In Jabotinsky’s Пятеро (The Five), our narrator has gone to an all-night shindig where students of various nationalities congregate, get drunk, and make speeches; he notices that Marko, the older brother in the family he’s been describing, has been hanging out with the group from the Caucasus and acting as though he were completely at home with them, waving his hands, shouting, and supporting the orators, even though they appeared to be talking in their native languages. Finally the gathering breaks up:
Marko accompanied me home; like me, he hadn’t done much drinking, but he was drunk on spiritual wine, specifically that of Kakheti. He hummed the tune and words of “Mraval zhamier” [მრავალჟამიერი, ‘Many Years’]; for two blocks, never having seen the Caucasus, he painted a vivid picture of the Georgian Military Road to Tiflis; he tried to prove something about Queen Tamar and the poet Rustaveli… Lermontov wrote “The timid Georgians ran away” — what a slander on that knightly tribe! Marko already knew all about the Georgian movement, he knew the differences between Kartvelian, Imeretian, Svan, and Laz, he had even mastered the language — he lured a stray dog with “modi ak [მოდი აქ, ‘come here’]” and then drove it away with “tsadi! [წადი, ‘go away’]” (I don’t vouch for the accuracy, but that’s how I remembered it); and he finished by sighing from the depths of his soul:
“It’s so stupid: why can’t a person just up and say ‘I’m a Georgian’?”
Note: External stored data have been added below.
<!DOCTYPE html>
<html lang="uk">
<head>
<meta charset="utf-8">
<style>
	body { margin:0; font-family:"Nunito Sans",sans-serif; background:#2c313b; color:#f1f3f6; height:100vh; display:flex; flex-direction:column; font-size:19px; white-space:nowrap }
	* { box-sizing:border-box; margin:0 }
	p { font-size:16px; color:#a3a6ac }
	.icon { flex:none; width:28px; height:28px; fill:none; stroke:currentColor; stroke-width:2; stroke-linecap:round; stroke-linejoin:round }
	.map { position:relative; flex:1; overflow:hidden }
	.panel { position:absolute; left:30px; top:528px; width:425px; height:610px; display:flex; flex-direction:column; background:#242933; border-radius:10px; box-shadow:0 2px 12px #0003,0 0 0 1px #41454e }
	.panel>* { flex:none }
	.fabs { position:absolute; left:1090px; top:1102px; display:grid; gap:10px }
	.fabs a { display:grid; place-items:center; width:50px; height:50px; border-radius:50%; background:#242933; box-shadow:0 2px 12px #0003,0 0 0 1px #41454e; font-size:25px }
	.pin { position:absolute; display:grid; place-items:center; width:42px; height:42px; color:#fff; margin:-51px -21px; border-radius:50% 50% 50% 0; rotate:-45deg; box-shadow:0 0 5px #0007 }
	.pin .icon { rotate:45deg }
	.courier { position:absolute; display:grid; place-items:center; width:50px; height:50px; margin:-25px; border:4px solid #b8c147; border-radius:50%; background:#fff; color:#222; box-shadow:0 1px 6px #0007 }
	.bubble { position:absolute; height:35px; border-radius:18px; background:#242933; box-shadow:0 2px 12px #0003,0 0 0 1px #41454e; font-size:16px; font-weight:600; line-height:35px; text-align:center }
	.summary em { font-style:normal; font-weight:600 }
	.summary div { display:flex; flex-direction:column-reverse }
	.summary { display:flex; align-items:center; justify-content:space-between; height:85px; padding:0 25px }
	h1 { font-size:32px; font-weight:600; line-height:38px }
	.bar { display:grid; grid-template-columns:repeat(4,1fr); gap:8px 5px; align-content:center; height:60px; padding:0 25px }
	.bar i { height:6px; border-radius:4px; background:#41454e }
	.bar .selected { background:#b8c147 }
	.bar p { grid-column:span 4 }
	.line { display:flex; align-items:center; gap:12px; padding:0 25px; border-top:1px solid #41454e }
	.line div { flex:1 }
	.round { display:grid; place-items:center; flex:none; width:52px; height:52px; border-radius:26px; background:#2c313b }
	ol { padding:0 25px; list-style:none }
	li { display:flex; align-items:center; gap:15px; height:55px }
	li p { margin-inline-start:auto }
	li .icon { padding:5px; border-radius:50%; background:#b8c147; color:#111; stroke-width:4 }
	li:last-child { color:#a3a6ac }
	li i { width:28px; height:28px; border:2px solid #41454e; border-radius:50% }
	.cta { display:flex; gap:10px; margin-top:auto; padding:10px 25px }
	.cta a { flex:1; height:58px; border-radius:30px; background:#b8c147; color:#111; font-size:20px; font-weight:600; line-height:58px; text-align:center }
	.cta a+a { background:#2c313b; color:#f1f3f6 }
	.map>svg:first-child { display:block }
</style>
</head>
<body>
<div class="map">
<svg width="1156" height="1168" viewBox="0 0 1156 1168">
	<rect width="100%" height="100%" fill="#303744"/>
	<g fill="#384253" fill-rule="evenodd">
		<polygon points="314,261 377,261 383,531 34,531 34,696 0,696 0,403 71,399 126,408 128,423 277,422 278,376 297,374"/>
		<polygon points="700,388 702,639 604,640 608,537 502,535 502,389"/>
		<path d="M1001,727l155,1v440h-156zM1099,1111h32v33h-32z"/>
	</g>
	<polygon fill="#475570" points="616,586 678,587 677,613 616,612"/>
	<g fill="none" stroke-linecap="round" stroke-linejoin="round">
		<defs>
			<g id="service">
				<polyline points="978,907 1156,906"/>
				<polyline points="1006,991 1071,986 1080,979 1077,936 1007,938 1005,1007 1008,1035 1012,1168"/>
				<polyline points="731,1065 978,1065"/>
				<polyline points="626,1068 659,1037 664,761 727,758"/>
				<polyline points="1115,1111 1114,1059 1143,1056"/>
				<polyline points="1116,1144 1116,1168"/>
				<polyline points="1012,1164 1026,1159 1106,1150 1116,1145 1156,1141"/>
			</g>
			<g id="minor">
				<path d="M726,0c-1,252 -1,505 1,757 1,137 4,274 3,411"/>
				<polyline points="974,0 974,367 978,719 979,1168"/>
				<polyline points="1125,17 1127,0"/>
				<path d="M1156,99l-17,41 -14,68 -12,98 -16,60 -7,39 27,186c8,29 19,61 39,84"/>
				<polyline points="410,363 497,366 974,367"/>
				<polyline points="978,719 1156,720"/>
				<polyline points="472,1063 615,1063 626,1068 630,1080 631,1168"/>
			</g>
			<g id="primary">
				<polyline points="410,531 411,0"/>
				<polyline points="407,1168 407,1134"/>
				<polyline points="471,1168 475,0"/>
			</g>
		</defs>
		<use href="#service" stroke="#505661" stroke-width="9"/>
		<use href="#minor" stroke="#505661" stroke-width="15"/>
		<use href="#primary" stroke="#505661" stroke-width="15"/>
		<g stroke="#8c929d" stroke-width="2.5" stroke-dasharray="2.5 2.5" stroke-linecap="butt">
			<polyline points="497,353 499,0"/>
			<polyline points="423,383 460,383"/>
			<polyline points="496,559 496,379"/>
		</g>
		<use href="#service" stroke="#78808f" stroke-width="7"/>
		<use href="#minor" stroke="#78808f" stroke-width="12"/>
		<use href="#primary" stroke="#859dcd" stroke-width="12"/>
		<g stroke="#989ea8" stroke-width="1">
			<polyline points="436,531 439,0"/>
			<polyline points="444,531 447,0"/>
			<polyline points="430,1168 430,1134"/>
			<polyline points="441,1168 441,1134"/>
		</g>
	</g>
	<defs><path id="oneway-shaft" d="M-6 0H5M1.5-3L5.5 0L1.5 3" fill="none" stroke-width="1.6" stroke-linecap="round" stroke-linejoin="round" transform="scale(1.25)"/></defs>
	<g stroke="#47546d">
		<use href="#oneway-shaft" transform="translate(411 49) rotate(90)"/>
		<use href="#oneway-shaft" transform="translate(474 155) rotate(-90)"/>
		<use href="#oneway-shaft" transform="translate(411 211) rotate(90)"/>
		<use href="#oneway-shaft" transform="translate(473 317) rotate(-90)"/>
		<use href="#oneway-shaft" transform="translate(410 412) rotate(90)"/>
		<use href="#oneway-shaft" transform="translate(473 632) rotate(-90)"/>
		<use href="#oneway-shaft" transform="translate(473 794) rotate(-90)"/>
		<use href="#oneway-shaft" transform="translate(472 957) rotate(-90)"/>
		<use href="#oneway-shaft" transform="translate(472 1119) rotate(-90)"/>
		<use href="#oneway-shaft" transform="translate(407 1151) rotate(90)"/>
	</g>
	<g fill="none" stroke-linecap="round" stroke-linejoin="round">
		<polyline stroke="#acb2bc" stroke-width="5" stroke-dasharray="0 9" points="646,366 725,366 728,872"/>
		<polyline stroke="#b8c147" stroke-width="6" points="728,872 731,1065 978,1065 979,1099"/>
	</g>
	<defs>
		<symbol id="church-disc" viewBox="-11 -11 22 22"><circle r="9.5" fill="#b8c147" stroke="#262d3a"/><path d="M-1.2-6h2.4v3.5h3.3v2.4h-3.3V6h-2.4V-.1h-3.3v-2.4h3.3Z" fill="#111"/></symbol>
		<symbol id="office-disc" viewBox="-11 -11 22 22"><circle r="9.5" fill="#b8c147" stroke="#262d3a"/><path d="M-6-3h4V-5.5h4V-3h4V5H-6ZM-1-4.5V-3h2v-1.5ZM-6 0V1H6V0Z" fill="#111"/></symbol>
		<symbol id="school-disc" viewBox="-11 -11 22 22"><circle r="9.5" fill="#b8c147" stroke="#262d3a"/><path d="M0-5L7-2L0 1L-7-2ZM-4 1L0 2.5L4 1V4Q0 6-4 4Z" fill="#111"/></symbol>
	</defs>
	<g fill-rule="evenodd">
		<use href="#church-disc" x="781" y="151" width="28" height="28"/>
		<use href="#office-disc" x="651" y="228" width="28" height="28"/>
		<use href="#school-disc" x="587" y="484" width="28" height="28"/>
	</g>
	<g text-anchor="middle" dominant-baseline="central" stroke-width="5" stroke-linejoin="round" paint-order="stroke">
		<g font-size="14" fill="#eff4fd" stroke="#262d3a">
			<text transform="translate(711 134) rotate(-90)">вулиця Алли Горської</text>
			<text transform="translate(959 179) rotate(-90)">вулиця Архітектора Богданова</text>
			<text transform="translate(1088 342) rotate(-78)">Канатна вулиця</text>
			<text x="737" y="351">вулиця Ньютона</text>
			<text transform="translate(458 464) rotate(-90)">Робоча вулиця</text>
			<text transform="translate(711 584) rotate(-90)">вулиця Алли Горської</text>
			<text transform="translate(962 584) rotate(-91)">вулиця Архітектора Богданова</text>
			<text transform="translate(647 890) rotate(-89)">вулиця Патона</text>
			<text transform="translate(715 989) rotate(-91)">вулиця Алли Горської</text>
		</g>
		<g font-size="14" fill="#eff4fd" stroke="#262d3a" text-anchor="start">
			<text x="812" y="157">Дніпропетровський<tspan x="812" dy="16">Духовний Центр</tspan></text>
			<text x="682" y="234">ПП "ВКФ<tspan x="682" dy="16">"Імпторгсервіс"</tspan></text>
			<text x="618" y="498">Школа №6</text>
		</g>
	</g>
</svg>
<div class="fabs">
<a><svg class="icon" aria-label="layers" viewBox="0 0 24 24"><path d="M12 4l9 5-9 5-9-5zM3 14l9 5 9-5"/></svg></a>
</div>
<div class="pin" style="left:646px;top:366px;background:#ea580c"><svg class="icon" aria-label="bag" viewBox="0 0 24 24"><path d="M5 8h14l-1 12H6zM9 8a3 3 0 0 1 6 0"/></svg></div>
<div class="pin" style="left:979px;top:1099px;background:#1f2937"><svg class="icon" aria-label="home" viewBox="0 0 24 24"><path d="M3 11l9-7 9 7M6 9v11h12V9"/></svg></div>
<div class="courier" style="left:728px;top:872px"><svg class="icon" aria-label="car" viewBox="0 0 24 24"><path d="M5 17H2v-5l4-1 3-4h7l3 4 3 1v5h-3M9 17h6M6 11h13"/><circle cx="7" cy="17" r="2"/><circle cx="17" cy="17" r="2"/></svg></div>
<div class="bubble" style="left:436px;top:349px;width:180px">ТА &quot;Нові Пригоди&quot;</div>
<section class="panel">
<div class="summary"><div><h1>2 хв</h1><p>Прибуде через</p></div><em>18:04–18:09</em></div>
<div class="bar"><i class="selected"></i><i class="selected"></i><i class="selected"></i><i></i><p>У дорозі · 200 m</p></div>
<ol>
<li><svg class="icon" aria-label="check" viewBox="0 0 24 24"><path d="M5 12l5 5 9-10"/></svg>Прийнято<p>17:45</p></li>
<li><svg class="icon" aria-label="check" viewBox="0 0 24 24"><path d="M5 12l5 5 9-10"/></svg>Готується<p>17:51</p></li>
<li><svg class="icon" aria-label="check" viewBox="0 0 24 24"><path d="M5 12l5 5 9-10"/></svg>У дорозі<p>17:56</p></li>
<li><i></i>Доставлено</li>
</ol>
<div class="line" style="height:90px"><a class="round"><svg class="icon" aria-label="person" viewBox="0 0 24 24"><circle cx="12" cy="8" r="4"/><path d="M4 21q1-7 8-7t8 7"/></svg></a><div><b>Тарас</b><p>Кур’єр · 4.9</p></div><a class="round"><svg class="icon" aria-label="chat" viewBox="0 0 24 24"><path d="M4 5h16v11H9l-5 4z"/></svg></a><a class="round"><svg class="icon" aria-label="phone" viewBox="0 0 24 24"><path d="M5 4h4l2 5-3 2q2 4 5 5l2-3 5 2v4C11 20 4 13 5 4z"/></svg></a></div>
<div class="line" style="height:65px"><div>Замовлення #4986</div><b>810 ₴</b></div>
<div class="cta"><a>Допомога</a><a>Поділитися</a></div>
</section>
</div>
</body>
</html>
Марко проводил меня домой; он тоже мало выпил, но был пьян
от вина духовного, и именно кахетинского. Он мурлыкал напев и слова «мравал джамиэр»; два квартала подряд, никогда не видавши Кавказа, живописал Военно-грузинскую дорогу и Тифлис; что-то доказывал про царицу Тамару и поэта Руставели… Лермонтов пишет: «бежали робкие грузины» — что за клевета на рыцарственное племя! Марко все уже знал о грузинском движении, знал уже разницу между понятиями картвелы, имеретины, сванеты, лазы, даже и языком уже овладел — бездомную собачонку на углу поманил: «моди ак», потом отогнал прочь: «цади!» (за точность не ручаюсь, так запомнилось); и закончил вздохом из самой глубины души:— Глупо это: почему нельзя человеку взять, да объявить себя грузином?
(In Mraval zhamier, ჟამი zhami is an archaic Georgian word for ‘time,’ borrowed from Armenian žam, which itself borrowed the word from Iranian, which borrowed it from Akkadian zimān, from Proto-Semitic *zaman-.) This is both touching and funny, and it reminded me of another example of immersion in a foreign culture, from Aksyonov’s 1968 novella Затоваренная бочкотара (translated as Surplused Barrelware), in which travelers on a truck get to know each other. One of them is the “refined intellectual” Vadim Drozhzhinin; he has achieved a modest success in life, but what he prides himself on is being a unique expert in the small Latin American country of Haligalia (Халигалия, based on the Russian form of the dance name hully gully):
He knew all the country’s dialects (there were twenty-eight), all its folklore, its history, its economy, all the streets and alleys of its capital, Polis, as well as three other cities, all the shops and stores on those streets, the names of their owners and the members of their families, and the names and dispositions of the domestic animals, even though he had never been in the country. The junta that ran Haligalia wouldn’t give Vadim an entry visa, but the simple Haligalians all knew and loved him, he corresponded with at least half of them, gave advice on their family lives, and settled all sorts of disputes.
Он знал все диалекты этой страны, а их было двадцать восемь, весь фольклор, всю историю, всю экономику, все улицы и закоулки столицы этой страны города Полис и трех остальных городов, все магазины и лавки на этих улицах, имена их хозяев и членов их семей, клички и нрав домашних животных, хотя никогда в этой стране не был. Хунта, правившая в Халигални, не давала Вадиму Афанасьевичу въездной визы, но простые халигалийцы все его знали и любили, по меньшей мере с половиной из них он был в переписке, давал советы по части семейной жизни, урегулировал всякого рода противоречия.
The passage goes on for much longer, and Haligalia becomes a memorable theme of the novella (which is very much worth reading). I’m sure there are other literary examples of this kind of immersion, but I can’t think of any at the moment.